TASK STATEMENT >> Show each line from the listing that includes the word "selected".

PROVIDED MATERIAL >>
+-------+
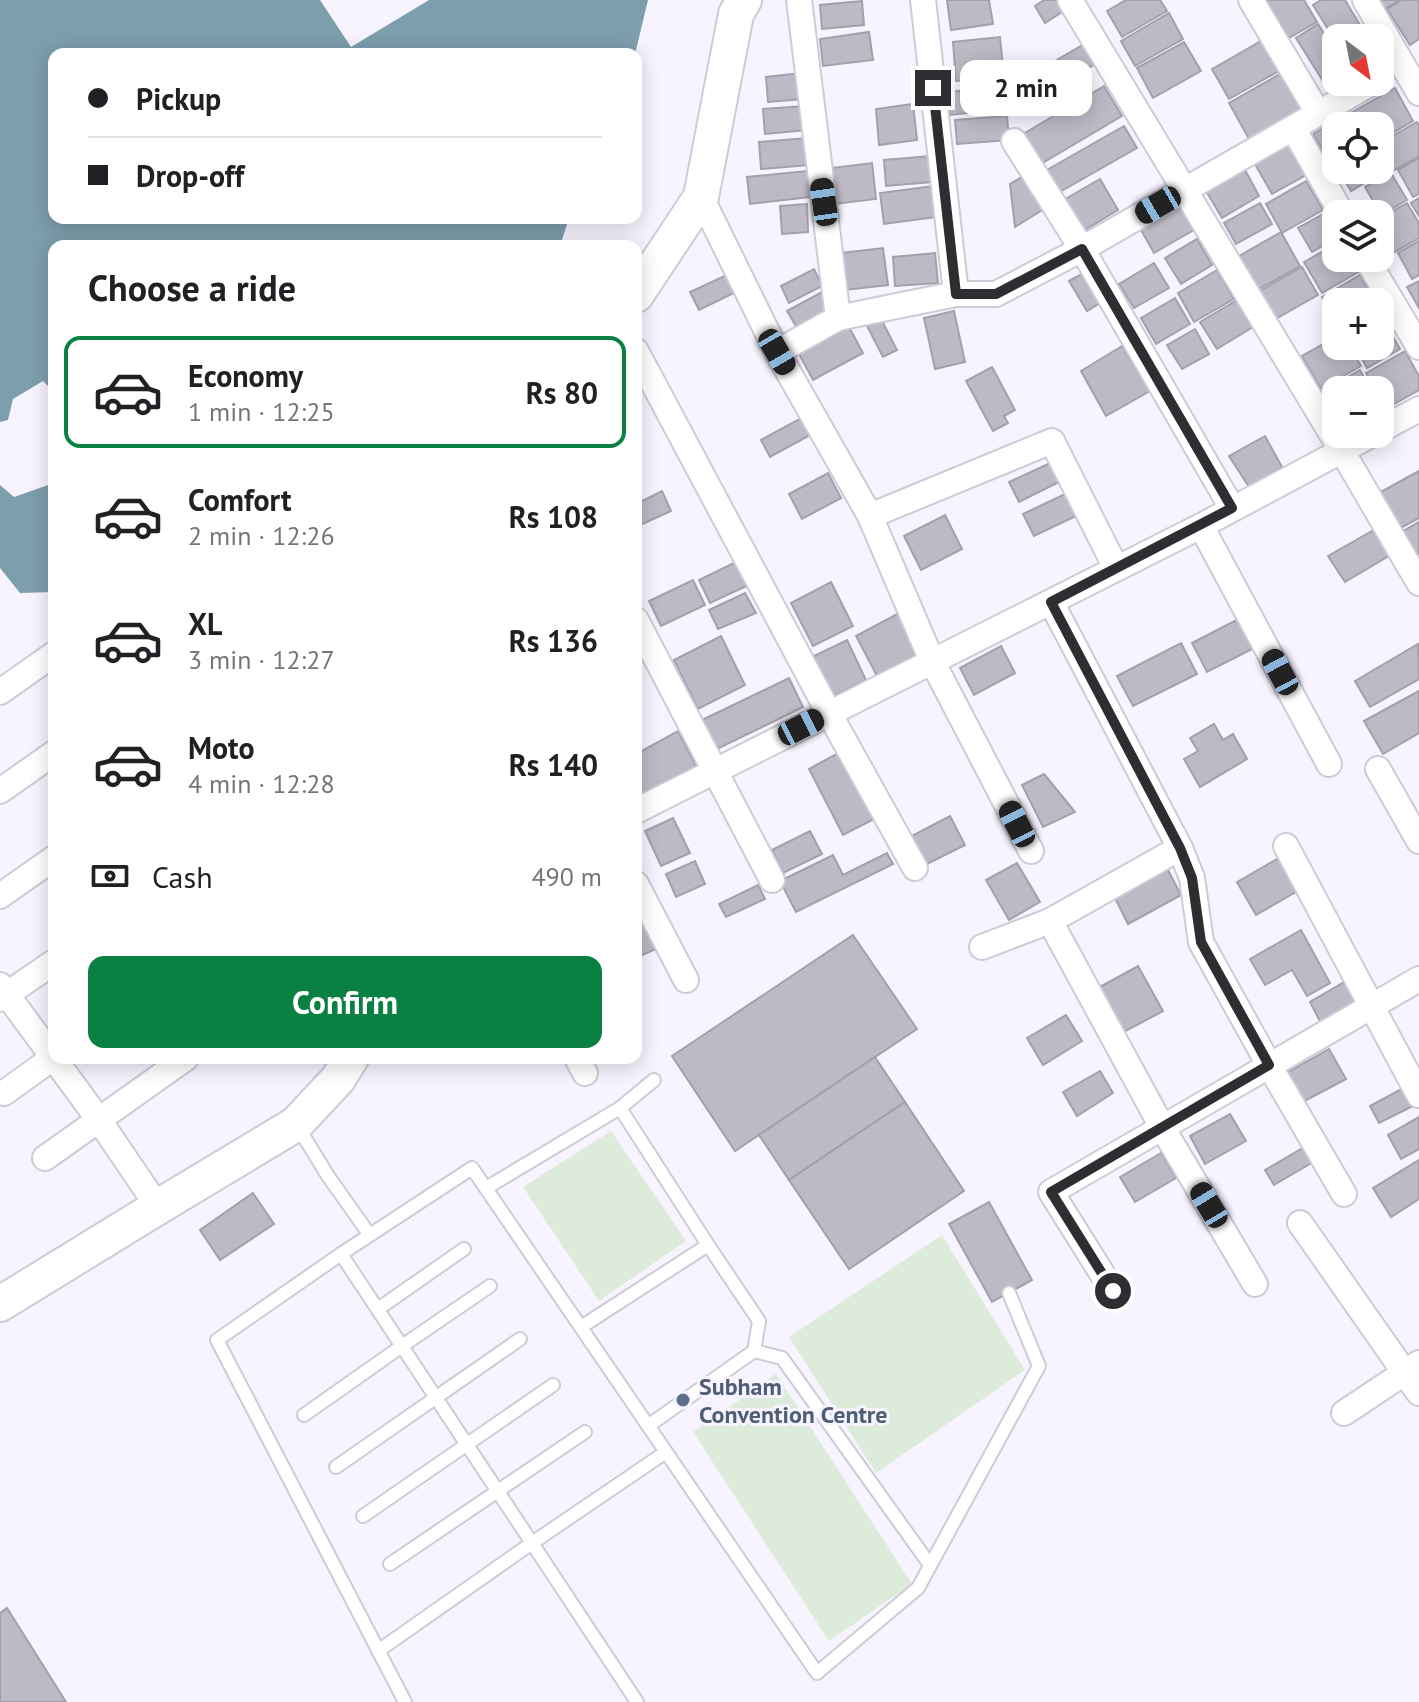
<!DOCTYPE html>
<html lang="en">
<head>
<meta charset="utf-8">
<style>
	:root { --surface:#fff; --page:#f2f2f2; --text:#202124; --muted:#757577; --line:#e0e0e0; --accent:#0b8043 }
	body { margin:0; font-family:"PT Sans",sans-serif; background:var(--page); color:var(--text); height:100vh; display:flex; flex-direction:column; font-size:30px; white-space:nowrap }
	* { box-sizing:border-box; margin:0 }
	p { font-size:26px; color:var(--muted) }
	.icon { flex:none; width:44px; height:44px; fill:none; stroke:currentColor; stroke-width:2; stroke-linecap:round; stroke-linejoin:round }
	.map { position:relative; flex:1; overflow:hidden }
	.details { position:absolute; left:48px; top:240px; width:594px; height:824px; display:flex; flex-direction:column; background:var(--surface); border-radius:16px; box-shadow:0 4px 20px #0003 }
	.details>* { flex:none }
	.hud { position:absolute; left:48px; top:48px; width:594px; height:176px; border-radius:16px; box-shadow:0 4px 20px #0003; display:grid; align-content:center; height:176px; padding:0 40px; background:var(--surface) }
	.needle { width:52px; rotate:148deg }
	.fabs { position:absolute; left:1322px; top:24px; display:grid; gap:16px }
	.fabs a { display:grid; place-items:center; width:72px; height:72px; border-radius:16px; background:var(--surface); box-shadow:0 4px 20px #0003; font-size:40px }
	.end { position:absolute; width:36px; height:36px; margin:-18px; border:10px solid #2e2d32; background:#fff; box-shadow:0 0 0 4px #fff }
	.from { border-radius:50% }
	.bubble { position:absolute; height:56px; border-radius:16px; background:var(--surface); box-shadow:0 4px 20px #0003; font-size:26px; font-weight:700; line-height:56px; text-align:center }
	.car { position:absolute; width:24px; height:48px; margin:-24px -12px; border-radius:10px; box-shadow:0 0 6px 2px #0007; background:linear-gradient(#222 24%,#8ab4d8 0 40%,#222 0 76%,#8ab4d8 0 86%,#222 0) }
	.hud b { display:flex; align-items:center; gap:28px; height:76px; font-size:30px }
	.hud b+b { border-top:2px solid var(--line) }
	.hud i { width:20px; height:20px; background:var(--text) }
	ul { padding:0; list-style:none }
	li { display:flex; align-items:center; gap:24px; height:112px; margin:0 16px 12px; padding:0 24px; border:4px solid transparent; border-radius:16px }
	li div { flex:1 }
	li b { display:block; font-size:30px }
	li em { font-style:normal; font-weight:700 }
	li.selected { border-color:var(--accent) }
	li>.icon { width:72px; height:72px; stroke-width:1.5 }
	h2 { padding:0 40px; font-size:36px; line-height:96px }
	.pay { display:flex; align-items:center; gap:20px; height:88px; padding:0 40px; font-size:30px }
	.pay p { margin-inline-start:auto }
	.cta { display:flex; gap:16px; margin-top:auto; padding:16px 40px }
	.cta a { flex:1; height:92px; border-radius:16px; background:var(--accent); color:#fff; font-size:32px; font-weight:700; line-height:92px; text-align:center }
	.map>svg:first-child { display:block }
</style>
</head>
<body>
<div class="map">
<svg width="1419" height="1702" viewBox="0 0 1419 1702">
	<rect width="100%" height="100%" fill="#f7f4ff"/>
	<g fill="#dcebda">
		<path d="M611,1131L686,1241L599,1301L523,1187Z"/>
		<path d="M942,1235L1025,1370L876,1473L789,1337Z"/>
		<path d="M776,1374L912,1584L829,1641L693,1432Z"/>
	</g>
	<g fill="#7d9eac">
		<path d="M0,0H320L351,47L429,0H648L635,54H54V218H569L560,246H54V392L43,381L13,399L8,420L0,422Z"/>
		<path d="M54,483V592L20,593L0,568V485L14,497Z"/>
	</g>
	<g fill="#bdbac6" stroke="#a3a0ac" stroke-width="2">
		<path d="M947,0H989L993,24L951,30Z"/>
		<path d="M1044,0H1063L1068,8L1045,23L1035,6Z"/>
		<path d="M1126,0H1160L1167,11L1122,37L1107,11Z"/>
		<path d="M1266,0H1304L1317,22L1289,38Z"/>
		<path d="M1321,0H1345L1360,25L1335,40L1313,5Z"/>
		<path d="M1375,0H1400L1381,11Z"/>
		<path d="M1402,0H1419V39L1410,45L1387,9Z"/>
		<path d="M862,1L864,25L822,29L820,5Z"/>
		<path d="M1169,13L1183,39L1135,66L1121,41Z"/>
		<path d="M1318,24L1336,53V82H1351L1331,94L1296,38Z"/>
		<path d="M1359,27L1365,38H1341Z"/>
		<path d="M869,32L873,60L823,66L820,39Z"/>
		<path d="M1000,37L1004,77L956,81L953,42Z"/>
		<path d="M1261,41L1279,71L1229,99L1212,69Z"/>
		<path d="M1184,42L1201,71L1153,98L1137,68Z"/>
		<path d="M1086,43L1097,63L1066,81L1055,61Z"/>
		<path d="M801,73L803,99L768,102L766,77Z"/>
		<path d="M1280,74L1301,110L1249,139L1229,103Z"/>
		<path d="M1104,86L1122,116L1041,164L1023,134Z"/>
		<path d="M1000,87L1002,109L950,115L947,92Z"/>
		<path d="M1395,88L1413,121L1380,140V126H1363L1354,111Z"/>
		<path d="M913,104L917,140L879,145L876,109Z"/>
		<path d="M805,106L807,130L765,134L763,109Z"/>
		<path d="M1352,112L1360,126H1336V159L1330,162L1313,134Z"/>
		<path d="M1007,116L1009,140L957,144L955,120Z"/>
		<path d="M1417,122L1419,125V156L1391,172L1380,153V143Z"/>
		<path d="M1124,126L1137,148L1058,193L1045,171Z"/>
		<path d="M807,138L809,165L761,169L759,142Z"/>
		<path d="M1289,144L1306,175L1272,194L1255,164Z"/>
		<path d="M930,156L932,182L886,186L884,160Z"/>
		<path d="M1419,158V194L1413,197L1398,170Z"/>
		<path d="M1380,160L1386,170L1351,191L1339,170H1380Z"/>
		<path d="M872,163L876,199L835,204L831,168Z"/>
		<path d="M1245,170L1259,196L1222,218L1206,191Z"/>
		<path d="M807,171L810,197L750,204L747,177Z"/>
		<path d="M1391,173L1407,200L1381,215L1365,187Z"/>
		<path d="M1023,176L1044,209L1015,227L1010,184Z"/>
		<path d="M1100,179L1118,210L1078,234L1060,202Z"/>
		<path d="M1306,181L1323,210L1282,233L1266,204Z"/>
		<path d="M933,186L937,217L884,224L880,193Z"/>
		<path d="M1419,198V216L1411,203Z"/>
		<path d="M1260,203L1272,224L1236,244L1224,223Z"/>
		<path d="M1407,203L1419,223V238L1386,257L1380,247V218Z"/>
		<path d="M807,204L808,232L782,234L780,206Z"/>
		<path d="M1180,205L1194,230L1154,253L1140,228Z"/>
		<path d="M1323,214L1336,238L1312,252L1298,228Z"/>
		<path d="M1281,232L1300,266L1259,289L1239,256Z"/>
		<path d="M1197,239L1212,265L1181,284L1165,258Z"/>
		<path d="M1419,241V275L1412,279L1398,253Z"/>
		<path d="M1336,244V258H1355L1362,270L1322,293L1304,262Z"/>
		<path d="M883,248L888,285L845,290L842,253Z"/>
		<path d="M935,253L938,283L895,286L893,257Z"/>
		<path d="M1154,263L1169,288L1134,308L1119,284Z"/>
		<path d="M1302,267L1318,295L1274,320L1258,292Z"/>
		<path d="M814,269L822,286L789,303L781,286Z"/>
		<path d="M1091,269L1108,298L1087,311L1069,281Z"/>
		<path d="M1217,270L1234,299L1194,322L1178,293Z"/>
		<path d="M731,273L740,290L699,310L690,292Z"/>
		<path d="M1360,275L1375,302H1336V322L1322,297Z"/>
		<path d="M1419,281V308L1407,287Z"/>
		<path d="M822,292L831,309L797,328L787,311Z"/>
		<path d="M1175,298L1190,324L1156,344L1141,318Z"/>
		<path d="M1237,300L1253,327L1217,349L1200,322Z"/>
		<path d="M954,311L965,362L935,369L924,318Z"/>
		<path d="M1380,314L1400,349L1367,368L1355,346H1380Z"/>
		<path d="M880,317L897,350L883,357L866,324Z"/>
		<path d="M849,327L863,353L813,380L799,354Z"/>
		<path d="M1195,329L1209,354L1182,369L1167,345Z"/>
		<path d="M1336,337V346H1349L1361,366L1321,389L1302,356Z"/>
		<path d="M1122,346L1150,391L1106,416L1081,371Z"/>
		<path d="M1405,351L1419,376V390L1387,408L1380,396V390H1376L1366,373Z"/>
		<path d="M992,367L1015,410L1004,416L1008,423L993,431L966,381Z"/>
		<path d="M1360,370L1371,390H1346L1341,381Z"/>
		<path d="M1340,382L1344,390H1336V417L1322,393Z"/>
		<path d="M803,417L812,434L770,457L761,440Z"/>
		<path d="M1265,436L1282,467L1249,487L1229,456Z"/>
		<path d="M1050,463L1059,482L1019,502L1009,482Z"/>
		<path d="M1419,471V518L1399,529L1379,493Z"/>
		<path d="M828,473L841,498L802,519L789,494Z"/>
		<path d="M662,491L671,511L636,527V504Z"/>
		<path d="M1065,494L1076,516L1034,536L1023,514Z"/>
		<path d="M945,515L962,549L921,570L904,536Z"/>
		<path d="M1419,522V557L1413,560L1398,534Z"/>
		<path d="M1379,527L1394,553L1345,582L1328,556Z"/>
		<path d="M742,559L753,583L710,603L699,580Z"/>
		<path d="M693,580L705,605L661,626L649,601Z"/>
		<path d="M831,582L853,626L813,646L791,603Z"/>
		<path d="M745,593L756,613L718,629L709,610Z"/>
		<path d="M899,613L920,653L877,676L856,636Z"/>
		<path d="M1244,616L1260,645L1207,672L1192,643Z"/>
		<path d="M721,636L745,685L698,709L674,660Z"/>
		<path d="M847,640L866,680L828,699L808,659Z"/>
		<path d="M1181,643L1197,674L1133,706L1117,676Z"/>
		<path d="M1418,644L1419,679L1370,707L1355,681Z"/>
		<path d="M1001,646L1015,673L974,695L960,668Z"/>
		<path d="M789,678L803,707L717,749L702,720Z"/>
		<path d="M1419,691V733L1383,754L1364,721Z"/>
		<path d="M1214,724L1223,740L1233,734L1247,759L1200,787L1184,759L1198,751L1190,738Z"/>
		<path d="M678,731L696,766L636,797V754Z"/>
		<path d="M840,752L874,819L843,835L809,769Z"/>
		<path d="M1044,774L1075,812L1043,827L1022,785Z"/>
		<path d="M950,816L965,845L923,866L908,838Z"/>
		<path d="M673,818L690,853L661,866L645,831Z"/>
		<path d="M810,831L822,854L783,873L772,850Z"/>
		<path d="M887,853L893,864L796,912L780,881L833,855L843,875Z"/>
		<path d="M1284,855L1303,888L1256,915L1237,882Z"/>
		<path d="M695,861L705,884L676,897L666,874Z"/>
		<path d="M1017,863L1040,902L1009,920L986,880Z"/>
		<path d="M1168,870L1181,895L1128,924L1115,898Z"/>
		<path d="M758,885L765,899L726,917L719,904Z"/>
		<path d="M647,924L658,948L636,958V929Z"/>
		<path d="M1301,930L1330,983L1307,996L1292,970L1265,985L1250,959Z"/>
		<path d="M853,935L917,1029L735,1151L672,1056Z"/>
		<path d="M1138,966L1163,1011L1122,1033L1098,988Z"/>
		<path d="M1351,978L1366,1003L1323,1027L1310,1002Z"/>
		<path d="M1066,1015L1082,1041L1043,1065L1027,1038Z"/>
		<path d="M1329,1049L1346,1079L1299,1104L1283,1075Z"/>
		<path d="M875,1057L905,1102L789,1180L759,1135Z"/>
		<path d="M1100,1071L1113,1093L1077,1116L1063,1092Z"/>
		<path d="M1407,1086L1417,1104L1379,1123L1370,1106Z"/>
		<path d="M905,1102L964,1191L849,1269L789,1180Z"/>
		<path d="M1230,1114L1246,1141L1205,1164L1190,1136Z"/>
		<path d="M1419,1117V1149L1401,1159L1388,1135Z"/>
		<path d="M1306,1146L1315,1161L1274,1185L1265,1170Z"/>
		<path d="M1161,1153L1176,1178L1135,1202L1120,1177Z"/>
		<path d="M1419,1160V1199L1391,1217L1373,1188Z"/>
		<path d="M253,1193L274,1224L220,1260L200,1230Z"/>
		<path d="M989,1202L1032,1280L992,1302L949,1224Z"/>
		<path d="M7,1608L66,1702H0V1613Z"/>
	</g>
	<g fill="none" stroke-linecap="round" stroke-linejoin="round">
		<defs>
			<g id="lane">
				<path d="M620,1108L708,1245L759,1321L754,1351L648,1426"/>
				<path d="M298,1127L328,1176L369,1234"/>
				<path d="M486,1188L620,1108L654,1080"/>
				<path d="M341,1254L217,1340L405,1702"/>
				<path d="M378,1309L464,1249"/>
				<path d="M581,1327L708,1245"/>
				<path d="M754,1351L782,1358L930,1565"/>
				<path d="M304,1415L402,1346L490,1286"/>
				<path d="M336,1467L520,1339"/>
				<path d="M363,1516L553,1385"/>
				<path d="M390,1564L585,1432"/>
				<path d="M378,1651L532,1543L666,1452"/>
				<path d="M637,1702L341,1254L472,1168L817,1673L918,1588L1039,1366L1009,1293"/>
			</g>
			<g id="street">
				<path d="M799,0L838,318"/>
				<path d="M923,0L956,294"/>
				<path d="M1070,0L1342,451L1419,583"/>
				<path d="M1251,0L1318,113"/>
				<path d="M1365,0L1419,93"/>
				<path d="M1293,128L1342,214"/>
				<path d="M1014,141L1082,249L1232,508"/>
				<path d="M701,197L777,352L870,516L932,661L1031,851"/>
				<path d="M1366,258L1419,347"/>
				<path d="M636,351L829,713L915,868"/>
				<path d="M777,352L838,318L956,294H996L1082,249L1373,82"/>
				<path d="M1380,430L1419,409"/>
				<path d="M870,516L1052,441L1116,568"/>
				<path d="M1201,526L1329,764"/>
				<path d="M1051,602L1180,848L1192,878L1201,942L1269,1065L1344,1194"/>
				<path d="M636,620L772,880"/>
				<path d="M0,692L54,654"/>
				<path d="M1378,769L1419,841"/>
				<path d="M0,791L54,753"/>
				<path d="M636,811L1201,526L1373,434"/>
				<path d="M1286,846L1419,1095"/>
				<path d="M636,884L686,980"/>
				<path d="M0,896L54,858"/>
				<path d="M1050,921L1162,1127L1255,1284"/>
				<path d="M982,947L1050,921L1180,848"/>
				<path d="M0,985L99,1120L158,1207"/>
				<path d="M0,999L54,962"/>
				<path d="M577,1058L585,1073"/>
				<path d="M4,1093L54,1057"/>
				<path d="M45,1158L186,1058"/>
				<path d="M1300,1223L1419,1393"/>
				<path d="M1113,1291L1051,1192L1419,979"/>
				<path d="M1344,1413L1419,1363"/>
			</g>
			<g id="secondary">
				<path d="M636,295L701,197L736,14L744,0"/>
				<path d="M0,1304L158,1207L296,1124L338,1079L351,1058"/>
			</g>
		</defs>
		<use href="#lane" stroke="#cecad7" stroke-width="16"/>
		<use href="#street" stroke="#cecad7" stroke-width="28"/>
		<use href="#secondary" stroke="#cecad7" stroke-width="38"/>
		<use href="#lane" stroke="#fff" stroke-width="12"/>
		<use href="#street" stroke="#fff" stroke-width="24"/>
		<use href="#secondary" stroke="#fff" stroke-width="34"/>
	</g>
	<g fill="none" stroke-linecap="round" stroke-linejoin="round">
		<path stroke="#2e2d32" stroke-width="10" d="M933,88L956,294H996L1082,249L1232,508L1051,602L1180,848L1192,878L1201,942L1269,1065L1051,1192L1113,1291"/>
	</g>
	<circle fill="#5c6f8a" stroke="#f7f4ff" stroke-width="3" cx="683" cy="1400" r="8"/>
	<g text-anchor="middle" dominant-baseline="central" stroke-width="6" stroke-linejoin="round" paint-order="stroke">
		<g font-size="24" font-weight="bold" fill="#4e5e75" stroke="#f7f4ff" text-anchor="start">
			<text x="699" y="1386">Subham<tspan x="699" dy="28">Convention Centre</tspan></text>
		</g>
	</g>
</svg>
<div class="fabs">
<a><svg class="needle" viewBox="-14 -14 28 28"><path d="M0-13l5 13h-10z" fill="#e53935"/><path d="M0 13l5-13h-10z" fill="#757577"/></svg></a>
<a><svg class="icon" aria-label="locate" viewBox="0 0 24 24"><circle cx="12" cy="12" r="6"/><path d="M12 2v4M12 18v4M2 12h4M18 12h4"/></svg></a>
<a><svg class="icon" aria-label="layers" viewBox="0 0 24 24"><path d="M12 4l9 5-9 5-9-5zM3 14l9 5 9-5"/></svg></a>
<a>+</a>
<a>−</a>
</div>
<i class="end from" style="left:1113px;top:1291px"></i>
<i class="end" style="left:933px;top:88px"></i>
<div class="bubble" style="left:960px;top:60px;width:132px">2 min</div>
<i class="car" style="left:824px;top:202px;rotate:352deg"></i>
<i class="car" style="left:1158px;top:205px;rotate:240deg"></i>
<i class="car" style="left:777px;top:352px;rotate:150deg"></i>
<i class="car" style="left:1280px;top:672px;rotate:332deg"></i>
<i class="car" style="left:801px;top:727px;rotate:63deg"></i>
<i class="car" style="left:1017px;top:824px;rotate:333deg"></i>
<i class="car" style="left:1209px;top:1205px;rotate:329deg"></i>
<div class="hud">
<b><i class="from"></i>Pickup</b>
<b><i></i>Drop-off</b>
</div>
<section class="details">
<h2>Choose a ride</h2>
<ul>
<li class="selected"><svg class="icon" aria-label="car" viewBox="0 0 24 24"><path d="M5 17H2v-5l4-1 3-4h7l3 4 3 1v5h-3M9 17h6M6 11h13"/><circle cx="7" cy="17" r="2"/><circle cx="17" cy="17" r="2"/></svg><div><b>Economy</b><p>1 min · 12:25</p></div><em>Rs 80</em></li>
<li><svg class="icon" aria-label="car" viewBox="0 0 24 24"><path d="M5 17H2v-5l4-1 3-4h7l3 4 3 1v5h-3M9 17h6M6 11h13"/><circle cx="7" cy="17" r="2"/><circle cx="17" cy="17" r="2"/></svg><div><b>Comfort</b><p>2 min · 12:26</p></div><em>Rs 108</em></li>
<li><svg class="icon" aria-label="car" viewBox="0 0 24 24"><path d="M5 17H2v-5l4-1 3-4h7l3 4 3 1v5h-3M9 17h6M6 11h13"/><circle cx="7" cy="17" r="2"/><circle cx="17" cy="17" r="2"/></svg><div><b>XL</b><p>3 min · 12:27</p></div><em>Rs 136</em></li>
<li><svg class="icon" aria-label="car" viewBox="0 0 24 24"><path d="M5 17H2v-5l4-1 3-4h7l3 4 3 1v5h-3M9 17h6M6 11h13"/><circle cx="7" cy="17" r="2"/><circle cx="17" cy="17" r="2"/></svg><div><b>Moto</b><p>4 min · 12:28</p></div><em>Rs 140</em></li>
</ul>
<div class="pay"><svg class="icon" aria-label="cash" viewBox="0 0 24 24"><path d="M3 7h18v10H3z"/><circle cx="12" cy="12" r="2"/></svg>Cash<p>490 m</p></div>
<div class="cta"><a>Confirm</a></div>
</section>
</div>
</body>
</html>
+-------+
RESULT >>
	li.selected { border-color:var(--accent) }
<li class="selected"><svg class="icon" aria-label="car" viewBox="0 0 24 24"><path d="M5 17H2v-5l4-1 3-4h7l3 4 3 1v5h-3M9 17h6M6 11h13"/><circle cx="7" cy="17" r="2"/><circle cx="17" cy="17" r="2"/></svg><div><b>Economy</b><p>1 min · 12:25</p></div><em>Rs 80</em></li>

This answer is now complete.